# Amateur theatre in Nashua, NH



## JIMinNH (Apr 16, 2009)

Hello, I am new to the board. I am the tech director for the Wheeler Players in Southern NH/Northern MA (just north of Boston). I have professional experience, but it took my kids' wanting to try theatre to get me back into it. Now I spend my weekends sketching, sawing and painting. Recent shows are Godspell, High School Musical (with ActorSingers), Aladdin Jr., Christmas Stories (an original local production), and we are currently starting Beauty and the Beast. If anyone has ideas for BATB Jr. I'd love to see pictures or hear about them.

Thanks.

JIM MAIL - Nashua, NH


----------



## DaveySimps (Apr 16, 2009)

Welcome Jim! Great to have you here. Be sure to check out the Wiki and the search function.
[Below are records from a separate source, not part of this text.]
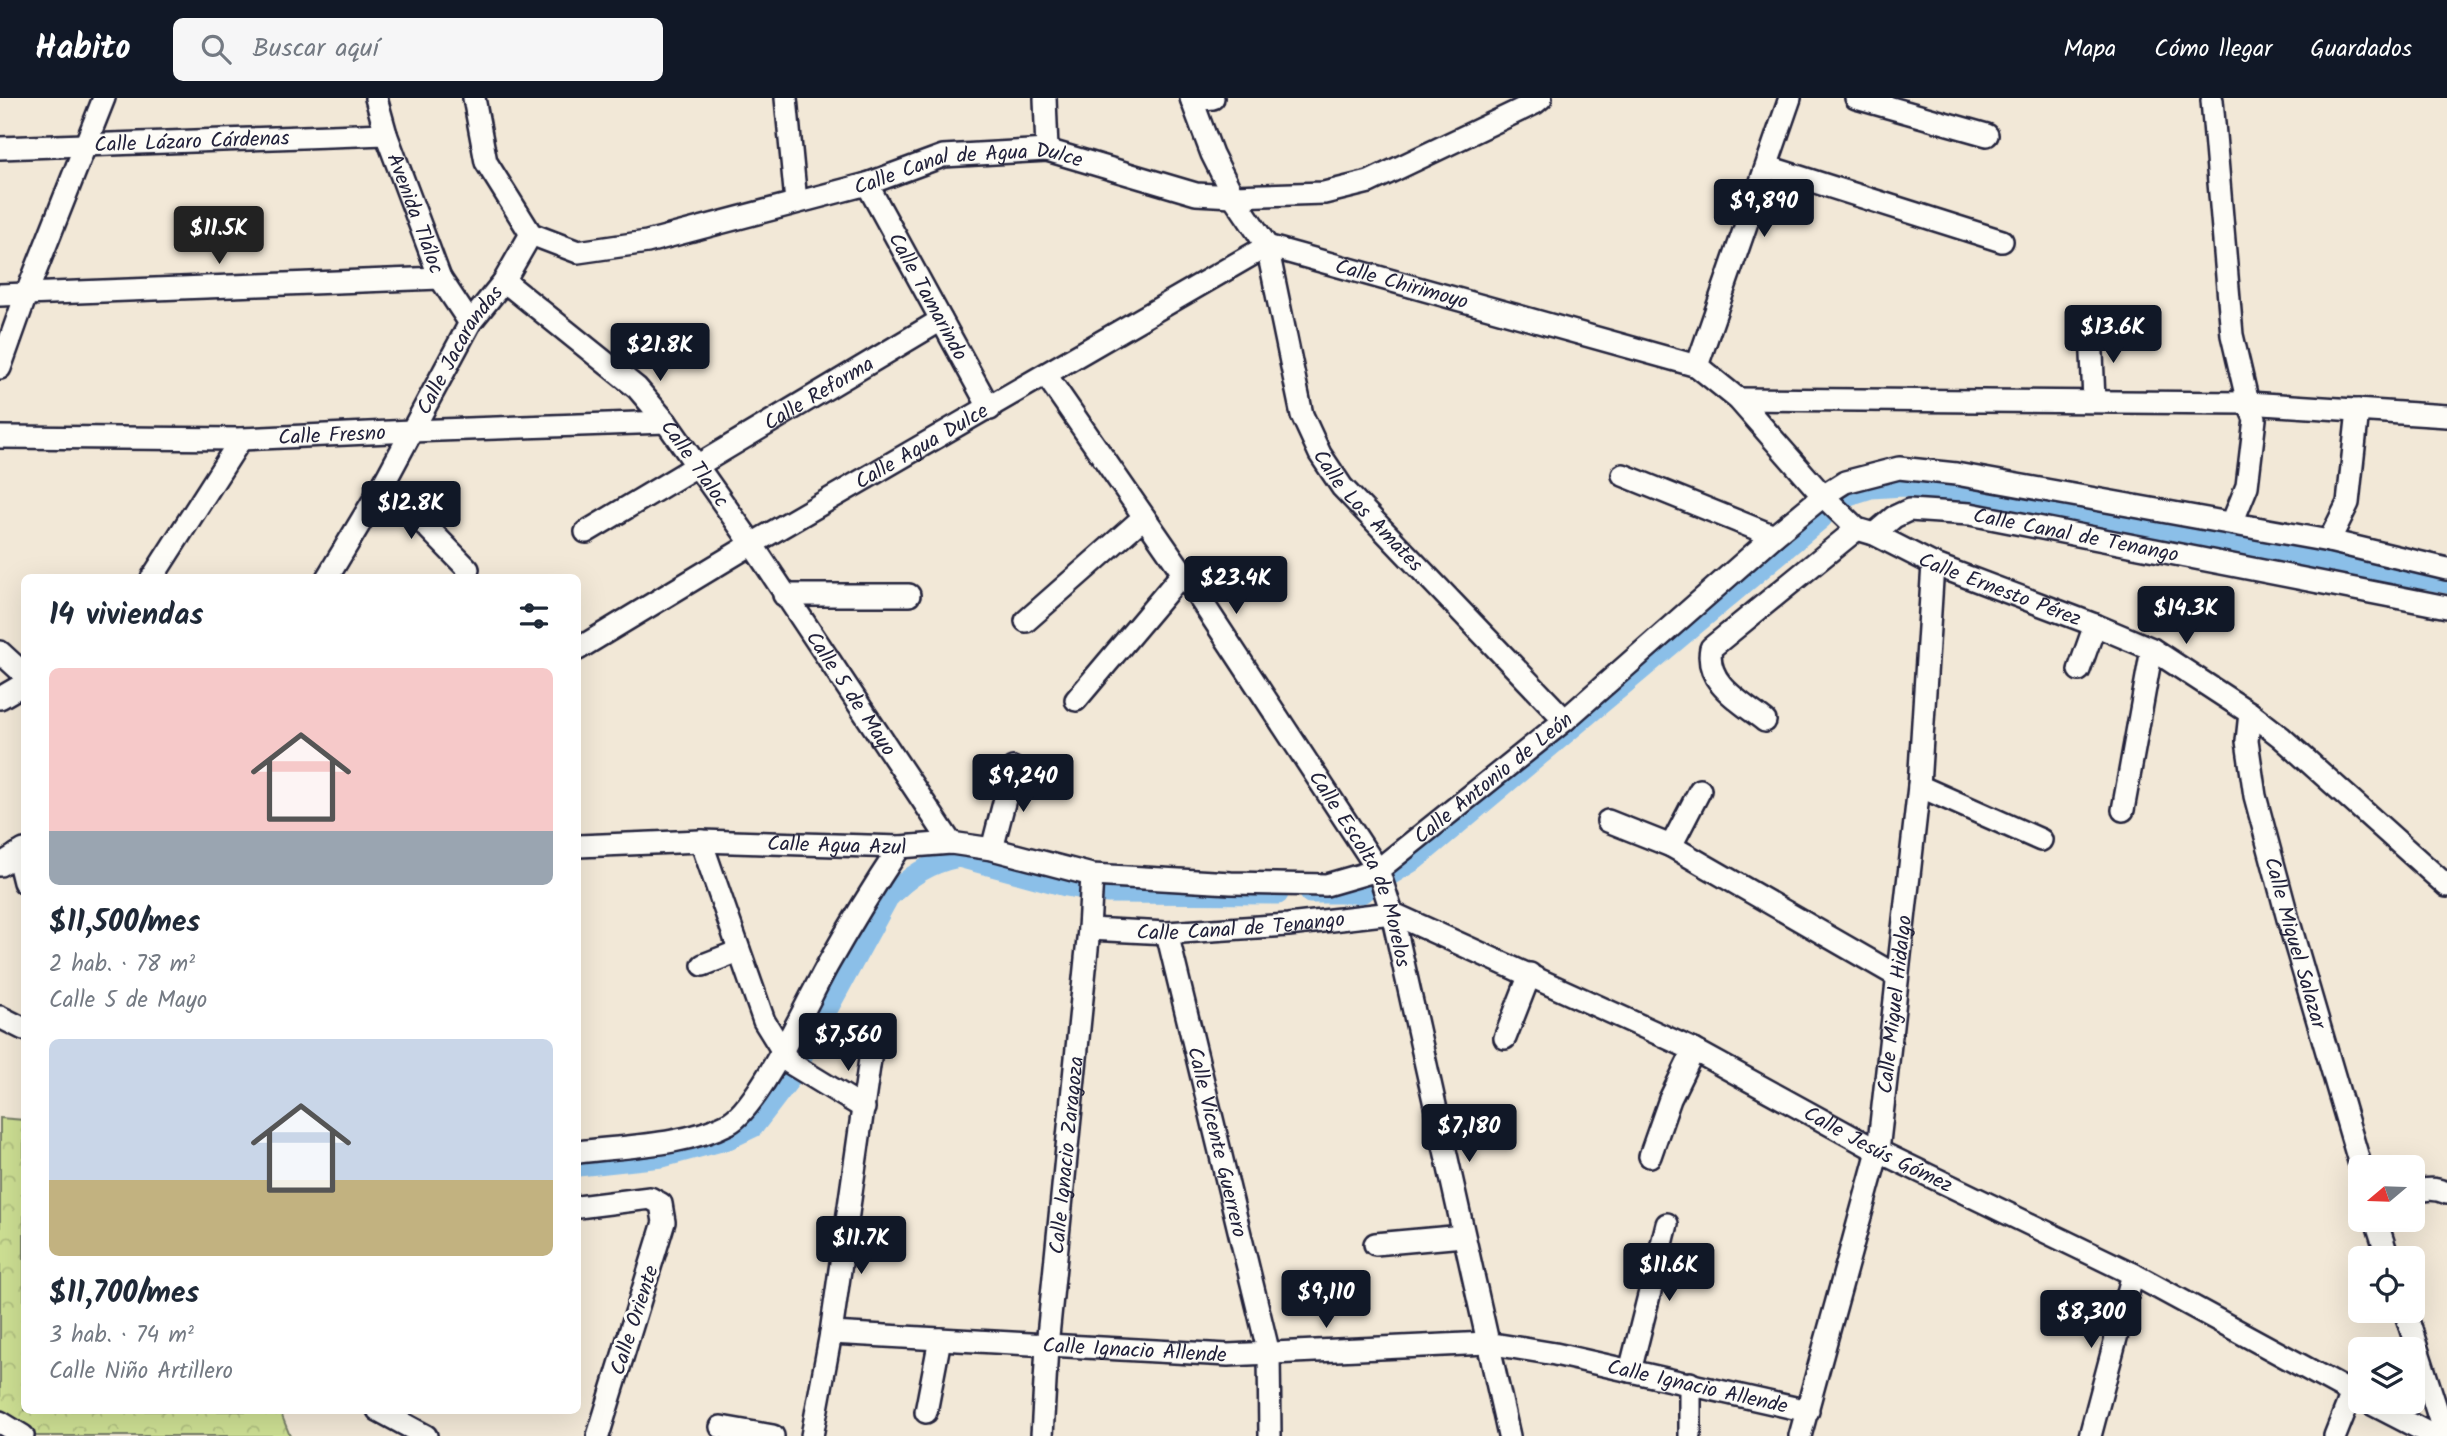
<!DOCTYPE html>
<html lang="es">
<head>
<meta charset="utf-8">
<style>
  :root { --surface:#fff; --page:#f6f6f7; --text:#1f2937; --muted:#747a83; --accent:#111827 }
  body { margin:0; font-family:Kalam,sans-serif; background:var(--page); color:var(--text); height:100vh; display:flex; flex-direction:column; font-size:26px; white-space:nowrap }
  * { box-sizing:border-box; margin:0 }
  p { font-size:23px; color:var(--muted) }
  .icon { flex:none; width:38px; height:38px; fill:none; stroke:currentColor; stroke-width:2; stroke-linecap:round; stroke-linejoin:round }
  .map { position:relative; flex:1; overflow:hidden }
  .details { position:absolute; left:21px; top:476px; width:560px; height:840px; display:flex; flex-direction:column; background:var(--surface); border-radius:10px; box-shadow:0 7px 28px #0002 }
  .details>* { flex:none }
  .needle { width:46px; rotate:251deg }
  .tools { position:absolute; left:2348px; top:1057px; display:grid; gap:14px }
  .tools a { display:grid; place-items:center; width:77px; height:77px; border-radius:10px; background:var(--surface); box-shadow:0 7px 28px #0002; font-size:35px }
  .price { position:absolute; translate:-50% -60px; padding:0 16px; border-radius:7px; background:var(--accent); color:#fff; font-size:23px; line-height:46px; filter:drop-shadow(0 2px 4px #0008) }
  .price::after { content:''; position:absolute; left:50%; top:42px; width:21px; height:16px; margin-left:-10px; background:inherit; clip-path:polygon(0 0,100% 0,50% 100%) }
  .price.on { background:#222; color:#fff }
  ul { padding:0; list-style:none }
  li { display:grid; align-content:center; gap:14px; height:371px; padding:0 28px }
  li span { display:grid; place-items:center; height:217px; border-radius:10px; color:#555 }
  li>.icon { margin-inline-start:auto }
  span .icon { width:126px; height:126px; fill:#fffc; stroke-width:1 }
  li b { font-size:30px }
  h2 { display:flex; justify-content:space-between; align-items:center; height:84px; padding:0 28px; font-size:30px }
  header { display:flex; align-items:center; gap:42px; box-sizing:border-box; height:98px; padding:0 35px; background:var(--accent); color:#fff }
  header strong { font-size:33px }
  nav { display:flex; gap:38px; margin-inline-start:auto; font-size:24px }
  .search { width:490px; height:63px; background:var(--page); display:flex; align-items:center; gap:18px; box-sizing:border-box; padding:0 24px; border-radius:10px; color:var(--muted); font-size:26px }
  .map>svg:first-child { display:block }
  .forest { fill:url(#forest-crowns); stroke:#788067; stroke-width:2 }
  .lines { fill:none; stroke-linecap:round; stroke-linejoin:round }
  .canal { stroke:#8bbfe8; stroke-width:21 }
  .minor-casing { stroke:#22223b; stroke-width:26 }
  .minor { stroke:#fdfcf7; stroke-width:21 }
  .labels { text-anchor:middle; stroke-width:6; stroke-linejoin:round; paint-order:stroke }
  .street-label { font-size:21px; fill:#22223b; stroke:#fdfcf7 }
</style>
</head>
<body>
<header>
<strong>Habito</strong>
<div class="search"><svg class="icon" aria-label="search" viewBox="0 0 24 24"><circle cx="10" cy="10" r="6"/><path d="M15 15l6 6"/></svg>Buscar aquí</div>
<nav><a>Mapa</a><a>Cómo llegar</a><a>Guardados</a></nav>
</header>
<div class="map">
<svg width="2447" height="1338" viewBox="0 0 2447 1338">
  <defs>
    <pattern id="forest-crowns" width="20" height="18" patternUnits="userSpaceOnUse" patternTransform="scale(1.75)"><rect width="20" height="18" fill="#cddf93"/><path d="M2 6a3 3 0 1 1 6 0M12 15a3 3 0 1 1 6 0" fill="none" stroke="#b0bf80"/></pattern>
  </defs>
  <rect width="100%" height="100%" fill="#f2e8d7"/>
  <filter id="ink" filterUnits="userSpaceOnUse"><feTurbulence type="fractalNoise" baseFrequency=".0143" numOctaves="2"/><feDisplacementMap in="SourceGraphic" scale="14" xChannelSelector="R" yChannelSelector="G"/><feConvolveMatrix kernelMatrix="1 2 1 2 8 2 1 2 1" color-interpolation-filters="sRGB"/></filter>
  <g filter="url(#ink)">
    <path class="forest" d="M0,1020L24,1022V1312L280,1313L290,1338H0Z"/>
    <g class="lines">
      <path class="canal" d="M1846,398L1871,390L1903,388L2447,485
        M1310,795H1361L1416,761L1822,420
        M578,1068L662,1059L728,1041L753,1029L789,982L888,800C909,778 929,765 959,759L1066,788L1107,795L1278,796"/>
      <defs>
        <g id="minor">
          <path id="s1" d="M376,0L386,36L440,180L470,225"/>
          <path id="s2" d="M474,0L486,64L531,136L578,154L647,144L867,86L943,58L1047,52L1196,96L1233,98L1324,95L1369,84L1535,5L1541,0"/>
          <path d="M786,0L796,104"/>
          <path d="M1045,0L1047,52"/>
          <path id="s3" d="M1191,0L1212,56L1233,98L1267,148L1302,317L1320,356L1342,389L1565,622"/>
          <path d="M1856,0L1987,37"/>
          <path d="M1192,2L1213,0"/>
          <path d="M2212,2L2232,237L2248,305L2255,321L2247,388L2232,425"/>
          <path id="s4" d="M0,50L386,36"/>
          <path d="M1768,69L2002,143"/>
          <path id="s5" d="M867,86L990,311"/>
          <path id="s6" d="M1267,148L1697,268L1738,301L1823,398L1857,431L1874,436L1933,466L2095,527L2152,551L2250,615L2281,639L2447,788"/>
          <path id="s7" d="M504,183L637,290L666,324L752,446L951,745"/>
          <path d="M0,197L440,180"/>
          <path d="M2091,232L2094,303"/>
          <path d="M1697,268L1790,0"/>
          <path d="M0,270L26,197L104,0"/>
          <path id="s8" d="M1046,277L1183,475L1378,772L1392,815L1509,1338"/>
          <path d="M1738,301L2248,305L2447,318"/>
          <path id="s9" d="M0,339L241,341L411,333L666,324"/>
          <path d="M1623,377L1774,438"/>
          <path d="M384,385L468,471"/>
          <path id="s10" d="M586,434L941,222"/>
          <path id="s11" d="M1874,436L1894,419L1909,412L1970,416L2447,509"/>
          <path d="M2329,443L2348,405L2358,312"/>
          <path d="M152,480L241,341"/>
          <path id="s12" d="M327,480L384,385L470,225L504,183L531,136"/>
          <path d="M784,497H909"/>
          <path d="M1026,523L1144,419"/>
          <path id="s13" d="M578,551L752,446L1267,148"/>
          <path d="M0,554L24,576"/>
          <path d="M2079,572L2095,527"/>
          <path d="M0,600L24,586"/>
          <path d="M1076,602L1183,475"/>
          <path id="s14" d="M2250,615L2247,643L2255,698L2288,821L2361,1070"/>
          <path d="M1765,623C1741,604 1704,585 1711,550L1857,431"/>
          <path d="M1919,688L2041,742"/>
          <path d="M2123,712L2152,551"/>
          <path d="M1608,723L1671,748L1897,878"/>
          <path d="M701,743L764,923L790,965L864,1010"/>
          <path id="s15" d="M578,748L701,743L900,749L951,745L992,751L1092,777L1231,785L1326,787L1378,772L1565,622L1774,438L1823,398L1845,384L1899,370L1956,376L2329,443L2447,471"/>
          <path d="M1671,748L1700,692"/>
          <path d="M992,751L1013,670"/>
          <path d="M17,756L24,784"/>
          <path d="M0,767L24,752"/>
          <path id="s16" d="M1089,831L1167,835L1288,827L1392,815L1694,952L1878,1053L2133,1176L2361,1300"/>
          <path id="s17" d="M1167,835L1269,1256L1270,1338"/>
          <path d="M703,867L739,853"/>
          <path d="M0,919L24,931"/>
          <path d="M1505,940L1530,876"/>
          <path d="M578,1054C626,1048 685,1048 729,1025C759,1009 808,902 827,868C850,827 874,788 900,749"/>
          <path d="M1650,1058L1670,1001L1694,952"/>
          <path d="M2413,1095C2425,1090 2436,1090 2447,1095"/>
          <path d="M578,1109L650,1100L661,1106L664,1124L598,1338"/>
          <path d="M2376,1122L2388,1160"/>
          <path d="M1375,1146L1463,1138"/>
          <path d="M2405,1213L2445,1338"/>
          <path id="s18" d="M831,1235L1228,1257L1487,1245L1555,1256L1808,1313"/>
          <path d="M1630,1273L1667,1126"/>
          <path d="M1690,1285V1338"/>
          <path d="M2368,1304L2434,1338"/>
          <path d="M378,1312L426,1338"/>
          <path d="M926,1314L940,1241"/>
          <path d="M0,1324L23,1338"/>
          <path d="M721,1329L773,1338"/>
          <path d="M812,1338L831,1235L871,954"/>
          <path id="s19" d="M1042,1338L1047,1248L1089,831L1092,777"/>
          <path id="s20" d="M1800,1338L1878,1053L1919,688L1933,466"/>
          <path d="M2090,1338L2133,1176"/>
          <path d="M2335,1338L2352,1295"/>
        </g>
      </defs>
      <use href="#minor" class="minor-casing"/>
      <use href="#minor" class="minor"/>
    </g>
  </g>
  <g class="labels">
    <g class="street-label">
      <text dy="7" stroke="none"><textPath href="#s4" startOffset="192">Calle Lázaro Cárdenas</textPath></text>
      <text dy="7" stroke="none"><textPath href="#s2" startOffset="602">Calle Canal de Agua Dulce</textPath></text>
      <text dy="7" stroke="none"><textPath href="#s1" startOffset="122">Avenida Tláloc</textPath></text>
      <text dy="7" stroke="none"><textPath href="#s6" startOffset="140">Calle Chirimoyo</textPath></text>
      <text dy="7" stroke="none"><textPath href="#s5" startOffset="128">Calle Tamarindo</textPath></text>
      <text dy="7" stroke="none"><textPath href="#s12" startOffset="264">Calle Jacarandas</textPath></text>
      <text dy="7" stroke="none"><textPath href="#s10" startOffset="271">Calle Reforma</textPath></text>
      <text dy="7" stroke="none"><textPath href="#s9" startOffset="332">Calle Fresno</textPath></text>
      <text dy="7" stroke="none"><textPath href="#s13" startOffset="399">Calle Agua Dulce</textPath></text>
      <text dy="7" stroke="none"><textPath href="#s7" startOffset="266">Calle Tlaloc</textPath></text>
      <text dy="7" stroke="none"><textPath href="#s3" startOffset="457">Calle Los Amates</textPath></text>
      <text dy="7" stroke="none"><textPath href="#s11" startOffset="212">Calle Canal de Tenango</textPath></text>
      <text dy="7" stroke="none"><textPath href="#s6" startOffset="831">Calle Ernesto Pérez</textPath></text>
      <text dy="7" stroke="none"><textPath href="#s7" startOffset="544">Calle 5 de Mayo</textPath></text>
      <text dy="7" stroke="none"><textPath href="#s15" startOffset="954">Calle Antonio de León</textPath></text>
      <text dy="7" stroke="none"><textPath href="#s15" startOffset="259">Calle Agua Azul</textPath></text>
      <text dy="7" stroke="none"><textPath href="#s8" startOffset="588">Calle Escolta de Morelos</textPath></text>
      <text dy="7" stroke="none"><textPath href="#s16" startOffset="152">Calle Canal de Tenango</textPath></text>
      <text dy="7" stroke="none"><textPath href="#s14" startOffset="236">Calle Miguel Salazar</textPath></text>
      <text dy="7" stroke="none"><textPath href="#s20" startOffset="443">Calle Miguel Hidalgo</textPath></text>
      <text dy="7" stroke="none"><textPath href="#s17" startOffset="215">Calle Vicente Guerrero</textPath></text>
      <text dy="7" stroke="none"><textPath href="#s16" startOffset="845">Calle Jesús Gómez</textPath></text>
      <text dy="7" stroke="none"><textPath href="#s19" startOffset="282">Calle Ignacio Zaragoza</textPath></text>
      <text transform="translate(634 1222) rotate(-72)" y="7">Calle Oriente</text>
      <text dy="7" stroke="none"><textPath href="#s18" startOffset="304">Calle Ignacio Allende</textPath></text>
      <text dy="7" stroke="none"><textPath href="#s18" startOffset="872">Calle Ignacio Allende</textPath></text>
    </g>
  </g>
</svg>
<div class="tools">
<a><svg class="needle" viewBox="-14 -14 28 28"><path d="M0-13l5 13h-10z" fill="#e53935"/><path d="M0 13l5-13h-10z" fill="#747a83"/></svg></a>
<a><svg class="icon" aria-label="locate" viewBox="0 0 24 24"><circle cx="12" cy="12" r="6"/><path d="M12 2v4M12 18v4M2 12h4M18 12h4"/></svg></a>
<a><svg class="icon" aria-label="layers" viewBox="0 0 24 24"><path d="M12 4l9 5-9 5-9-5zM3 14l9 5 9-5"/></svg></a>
</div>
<b class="price" style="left:1764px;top:141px">$9,890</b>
<b class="price on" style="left:219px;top:168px">$11.5K</b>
<b class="price" style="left:2113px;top:267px">$13.6K</b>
<b class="price" style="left:660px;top:285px">$21.8K</b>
<b class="price" style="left:411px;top:443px">$12.8K</b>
<b class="price" style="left:1236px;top:518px">$23.4K</b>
<b class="price" style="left:2186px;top:548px">$14.3K</b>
<b class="price" style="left:1023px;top:716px">$9,240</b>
<b class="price" style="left:848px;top:975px">$7,560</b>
<b class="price" style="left:1469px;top:1066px">$7,180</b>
<b class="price" style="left:861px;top:1178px">$11.7K</b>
<b class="price" style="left:1669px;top:1205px">$11.6K</b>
<b class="price" style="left:1326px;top:1232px">$9,110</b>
<b class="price" style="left:2091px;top:1252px">$8,300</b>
<section class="details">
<h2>14 viviendas<svg class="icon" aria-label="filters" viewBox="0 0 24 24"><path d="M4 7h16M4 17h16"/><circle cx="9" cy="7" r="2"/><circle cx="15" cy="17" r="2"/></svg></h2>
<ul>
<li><span style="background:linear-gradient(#f6c9c9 75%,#9aa5b1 0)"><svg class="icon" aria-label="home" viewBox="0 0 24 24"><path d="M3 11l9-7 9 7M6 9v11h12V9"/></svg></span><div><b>$11,500/mes</b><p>2 hab. · 78 m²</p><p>Calle 5 de Mayo</p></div></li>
<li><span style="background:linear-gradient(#c9d6e8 65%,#c2b280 0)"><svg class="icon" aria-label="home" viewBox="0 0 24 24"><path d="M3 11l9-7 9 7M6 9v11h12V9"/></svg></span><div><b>$11,700/mes</b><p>3 hab. · 74 m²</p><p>Calle Niño Artillero</p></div></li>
</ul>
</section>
</div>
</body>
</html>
If you would not mind telling us where you heard about the site, that would be great. We can be a nosy bunch around here. Enjoy CB!

~Dave


----------



## JimNH (May 30, 2009)

OK - we just had opening night. I had to reregister for the site 'cause I forgot my password...doh.

The show went well, and I am pretty happy with the set - a VERY small stage for such a big costume drama.

I will post some pics to flickr of set design - but here's a link to a few of the pics. I did all the construction and painting - not much for this space.

Flickr: anastasitom's Photostream

JIM in NH


----------